Press release issued: 16 October 2001

Join the Experts for some Wildtalk-at-Bristol

Do you know how many species are on the planet today? Have you got any idea how many have existed since the beginning of time or the number that will still exist in fifty years' time? This autumn join the big biodiversity debate and find out the answers to all these questions and more, with Wildtalk-at-Bristol. Each Tuesday from 16 October to 30 November, the biggest names in science, natural history and broadcasting will reveal the latest scientific and environmental thinking about biodiversity, conservation and the variety of life on Earth.

Presented by at-Bristol, the Wildscreen Trust, the University of Bristol, the BBC Natural History Unit and BBC Wildlife Magazine, the lectures begin on 16 October with The Lord May of Oxford, President of the Royal Society investigating Biodiversity: past, present and likely future? By looking at the number of living species have been recorded and how many still exist today, can we predict how much of our biological heritage will survive the next few hundred years? This lecture sets the scene for the rest of the series.
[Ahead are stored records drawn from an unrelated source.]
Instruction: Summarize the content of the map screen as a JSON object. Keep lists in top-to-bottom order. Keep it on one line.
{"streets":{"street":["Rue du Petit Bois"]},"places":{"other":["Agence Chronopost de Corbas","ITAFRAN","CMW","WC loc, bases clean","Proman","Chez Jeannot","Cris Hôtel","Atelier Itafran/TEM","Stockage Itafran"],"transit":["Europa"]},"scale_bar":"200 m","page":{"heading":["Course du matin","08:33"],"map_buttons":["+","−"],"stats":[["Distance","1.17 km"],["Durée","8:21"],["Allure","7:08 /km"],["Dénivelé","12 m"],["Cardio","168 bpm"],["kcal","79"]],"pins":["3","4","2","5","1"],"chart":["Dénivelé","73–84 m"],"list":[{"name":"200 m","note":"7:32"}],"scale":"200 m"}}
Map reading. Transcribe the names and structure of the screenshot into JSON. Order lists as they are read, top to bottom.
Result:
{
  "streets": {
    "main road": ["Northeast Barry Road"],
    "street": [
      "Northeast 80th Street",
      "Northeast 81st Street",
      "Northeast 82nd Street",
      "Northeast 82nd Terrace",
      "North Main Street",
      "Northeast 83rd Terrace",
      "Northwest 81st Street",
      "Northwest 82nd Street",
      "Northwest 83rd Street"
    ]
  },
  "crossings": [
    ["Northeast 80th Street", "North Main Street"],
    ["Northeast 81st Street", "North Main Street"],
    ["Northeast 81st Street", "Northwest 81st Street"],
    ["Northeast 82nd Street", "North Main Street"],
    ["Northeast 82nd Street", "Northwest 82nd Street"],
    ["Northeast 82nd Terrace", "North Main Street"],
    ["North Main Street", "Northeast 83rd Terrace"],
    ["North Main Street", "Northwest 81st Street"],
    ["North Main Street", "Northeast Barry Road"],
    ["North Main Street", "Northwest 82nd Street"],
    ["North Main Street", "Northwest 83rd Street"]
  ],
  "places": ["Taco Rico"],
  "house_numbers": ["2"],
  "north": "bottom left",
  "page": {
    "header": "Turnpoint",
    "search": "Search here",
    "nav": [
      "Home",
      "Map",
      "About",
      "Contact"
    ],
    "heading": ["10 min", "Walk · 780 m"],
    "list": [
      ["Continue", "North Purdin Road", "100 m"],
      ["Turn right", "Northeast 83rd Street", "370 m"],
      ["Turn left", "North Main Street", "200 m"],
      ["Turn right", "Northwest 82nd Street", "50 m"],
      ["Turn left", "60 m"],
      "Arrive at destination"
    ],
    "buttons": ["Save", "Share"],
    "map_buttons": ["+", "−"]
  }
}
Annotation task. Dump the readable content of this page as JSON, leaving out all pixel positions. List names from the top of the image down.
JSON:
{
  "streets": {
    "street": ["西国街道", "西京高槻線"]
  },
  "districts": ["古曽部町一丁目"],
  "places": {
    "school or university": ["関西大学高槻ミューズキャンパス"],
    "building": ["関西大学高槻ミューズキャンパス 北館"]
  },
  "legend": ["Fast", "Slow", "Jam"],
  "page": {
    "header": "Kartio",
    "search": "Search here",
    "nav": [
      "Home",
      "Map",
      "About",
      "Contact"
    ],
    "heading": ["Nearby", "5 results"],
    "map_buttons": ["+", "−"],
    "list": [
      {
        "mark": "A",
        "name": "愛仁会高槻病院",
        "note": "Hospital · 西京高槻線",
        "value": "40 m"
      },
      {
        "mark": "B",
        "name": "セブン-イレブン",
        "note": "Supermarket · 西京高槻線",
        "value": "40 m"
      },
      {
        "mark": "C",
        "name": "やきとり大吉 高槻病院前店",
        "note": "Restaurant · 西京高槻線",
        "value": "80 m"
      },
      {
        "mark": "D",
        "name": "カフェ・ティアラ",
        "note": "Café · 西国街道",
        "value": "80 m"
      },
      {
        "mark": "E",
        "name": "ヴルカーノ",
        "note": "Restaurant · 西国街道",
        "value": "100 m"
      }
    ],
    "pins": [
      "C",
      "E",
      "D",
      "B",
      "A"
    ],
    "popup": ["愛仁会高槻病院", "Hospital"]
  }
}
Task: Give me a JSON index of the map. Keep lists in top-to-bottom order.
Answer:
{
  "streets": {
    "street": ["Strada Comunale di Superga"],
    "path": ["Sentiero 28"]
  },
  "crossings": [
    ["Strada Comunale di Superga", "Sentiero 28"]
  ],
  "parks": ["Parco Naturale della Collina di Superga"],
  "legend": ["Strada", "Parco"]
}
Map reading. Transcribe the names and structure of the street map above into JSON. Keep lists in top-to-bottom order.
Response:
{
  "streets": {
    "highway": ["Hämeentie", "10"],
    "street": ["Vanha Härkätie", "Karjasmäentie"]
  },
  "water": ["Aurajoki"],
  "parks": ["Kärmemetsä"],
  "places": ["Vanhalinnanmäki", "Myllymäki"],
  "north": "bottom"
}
Voices from the past: lessons about biodiversity from Fossil records on 23 October sees Bristol University's Head of Earth Sciences, Professor Michael Benton, revealing how the fossil record can be brought to life, giving valuable insights into the origin of life, biodiversity and mass extinctions.

The BBC Natural History Unit's Alistair Fothergill gives the inside track on The role of the media in raising awareness of biodiversity on 30 October. Executive producer of this autumn's flagship natural history series, The Blue Planet, he reveals details of the scientific discoveries made during the making of this and other BBC Natural History Unit films.

On Tuesday 6 November, primates take centre stage with Ian Redmond, Chairman of the Ape Alliance examining The importance of flagship species in conservation: the plight of the great apes. Footage from Congo's Secret Chimps, Charlotte Uhlenbroek's journey to meet chimps that have never encountered humans and her investigation into the bushmeat trade will also be screened.

Plants provide the foundations on which almost all of the Earth's terrrestrial ecosystems are built. On Tuesday 13 November, Director of the Royal Botanic Gardens, Kew, Professor Peter Crane will review the threats to plant diversity and the actions being taken to ensure the survival of plant species.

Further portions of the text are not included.